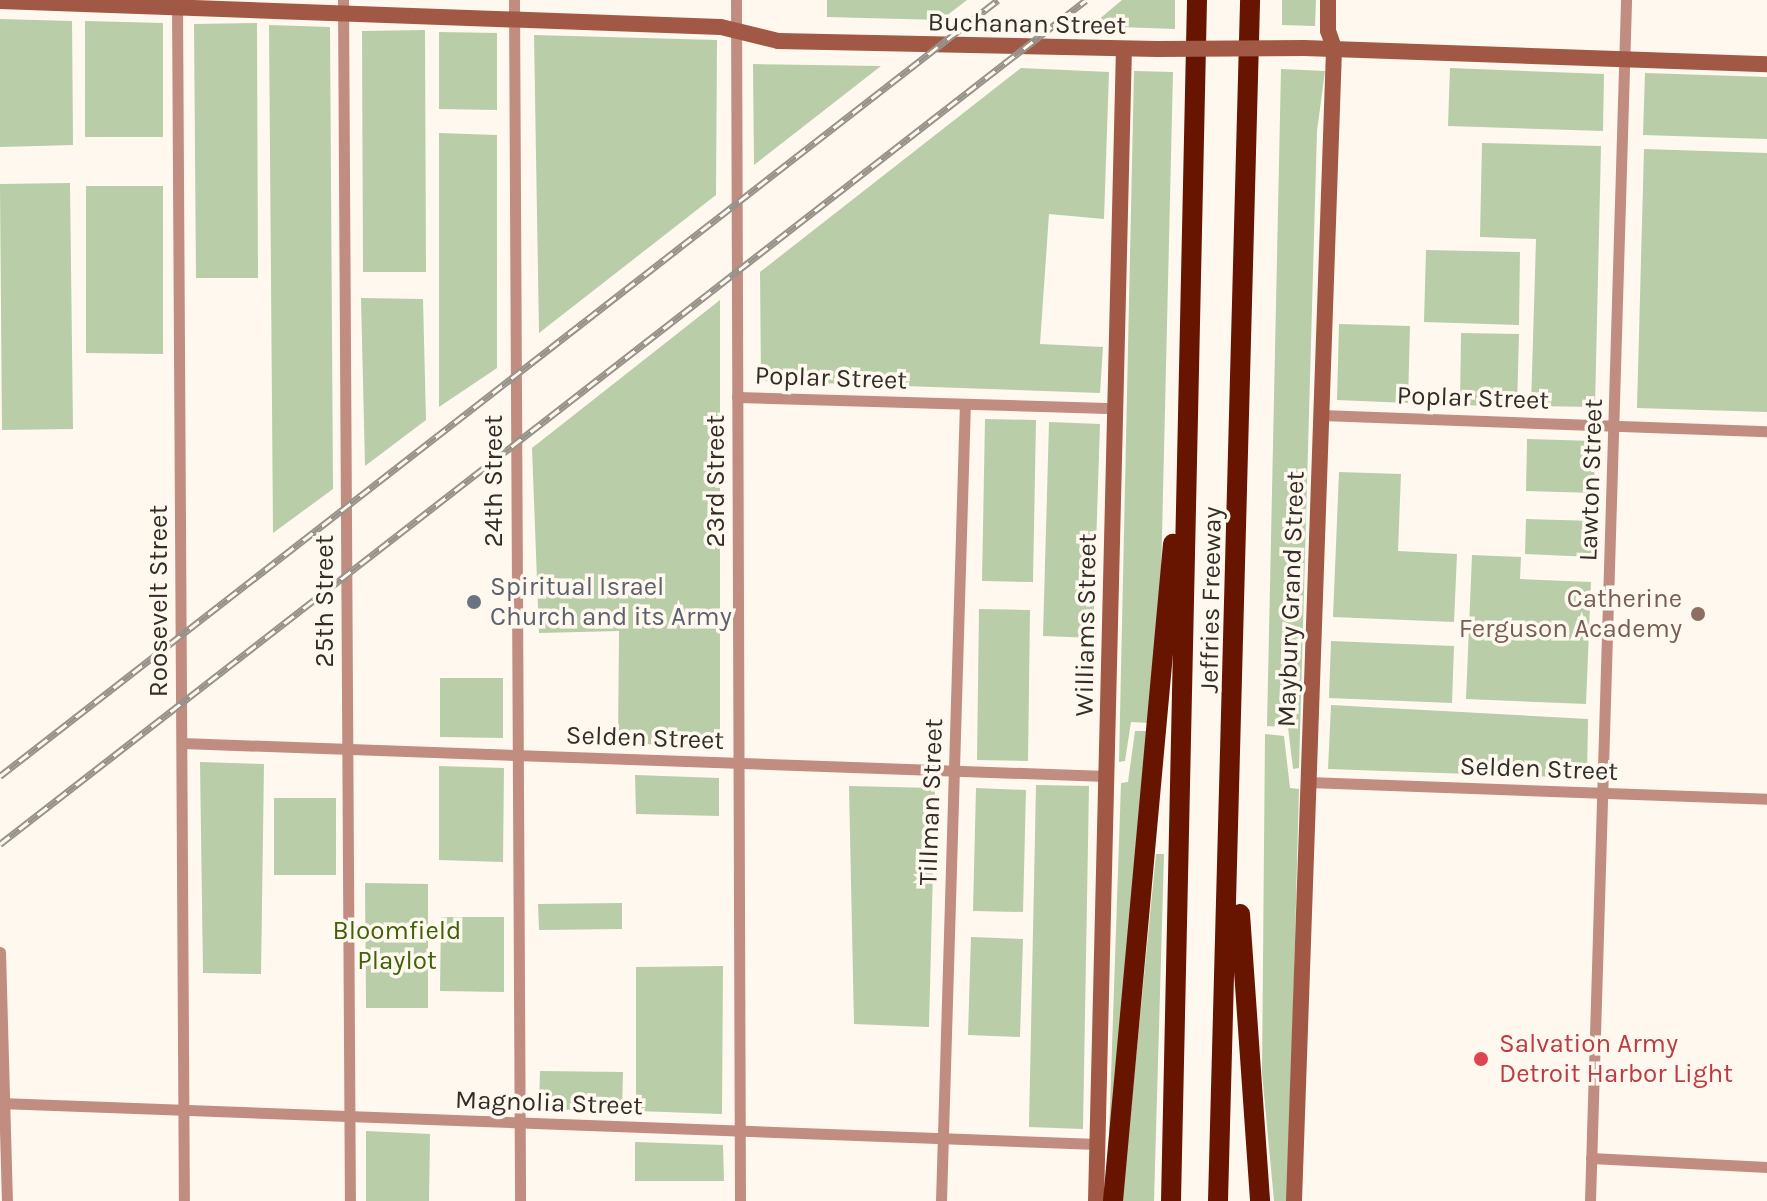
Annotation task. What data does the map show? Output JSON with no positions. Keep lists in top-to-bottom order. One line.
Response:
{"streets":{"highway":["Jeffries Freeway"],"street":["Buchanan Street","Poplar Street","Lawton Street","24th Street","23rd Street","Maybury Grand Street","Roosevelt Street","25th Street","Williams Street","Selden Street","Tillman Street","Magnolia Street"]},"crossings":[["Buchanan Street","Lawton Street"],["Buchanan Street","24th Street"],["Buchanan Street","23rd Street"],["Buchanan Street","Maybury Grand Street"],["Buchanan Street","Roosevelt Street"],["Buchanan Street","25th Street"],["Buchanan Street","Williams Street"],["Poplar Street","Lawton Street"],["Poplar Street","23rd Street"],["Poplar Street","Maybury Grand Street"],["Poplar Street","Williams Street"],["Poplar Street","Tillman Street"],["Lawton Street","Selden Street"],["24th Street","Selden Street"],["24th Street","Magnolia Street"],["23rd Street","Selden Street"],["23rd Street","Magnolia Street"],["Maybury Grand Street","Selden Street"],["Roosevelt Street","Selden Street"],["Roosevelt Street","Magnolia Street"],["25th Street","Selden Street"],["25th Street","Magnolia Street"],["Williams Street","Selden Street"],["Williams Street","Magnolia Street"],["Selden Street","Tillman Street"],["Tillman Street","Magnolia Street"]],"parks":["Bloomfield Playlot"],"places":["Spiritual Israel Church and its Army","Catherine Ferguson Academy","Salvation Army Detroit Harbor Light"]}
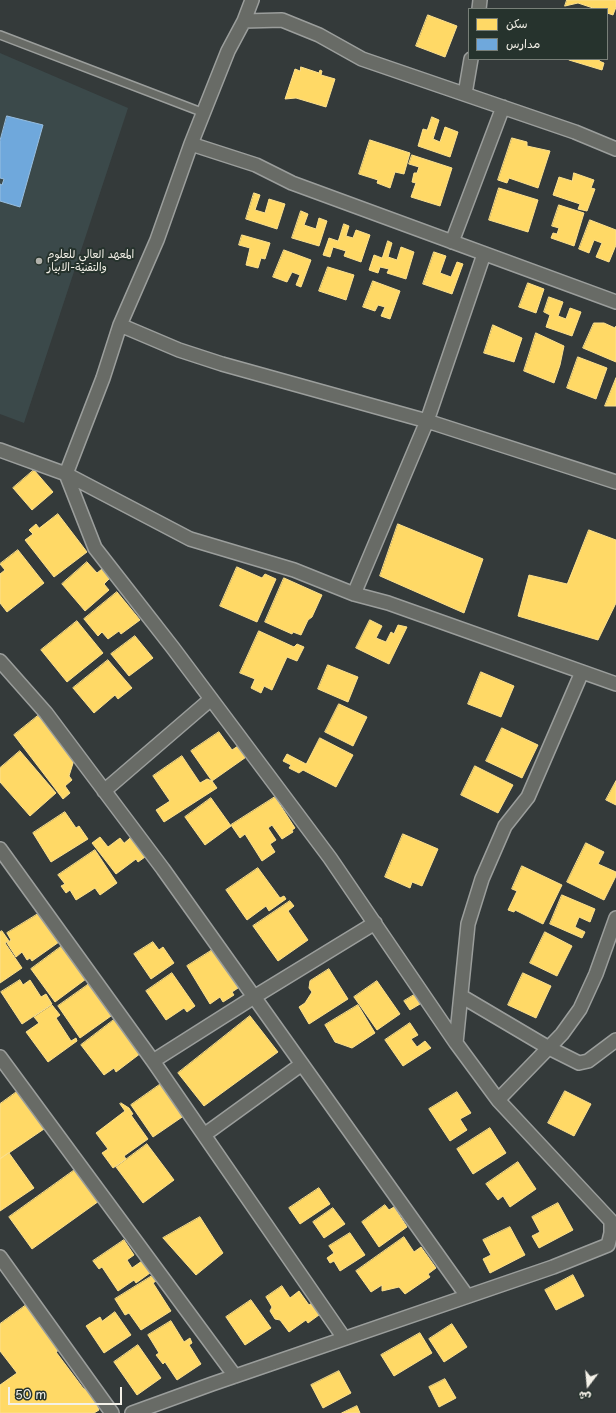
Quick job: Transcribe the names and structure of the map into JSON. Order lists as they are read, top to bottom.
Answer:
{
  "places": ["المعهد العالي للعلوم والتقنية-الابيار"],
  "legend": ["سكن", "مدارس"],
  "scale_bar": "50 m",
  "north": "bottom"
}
◇ ◇ ◇
# PROBLEM DETAILS
In the entries above, some lines hold the string "lists". Copy each of them.

# ANSWER TO THE PROBLEM
Annotation task. What data does the map show? Output JSON with no positions. Keep lists in top-to-bottom order. One line.
Quick job: Transcribe the names and structure of the map into JSON. Order lists as they are read, top to bottom.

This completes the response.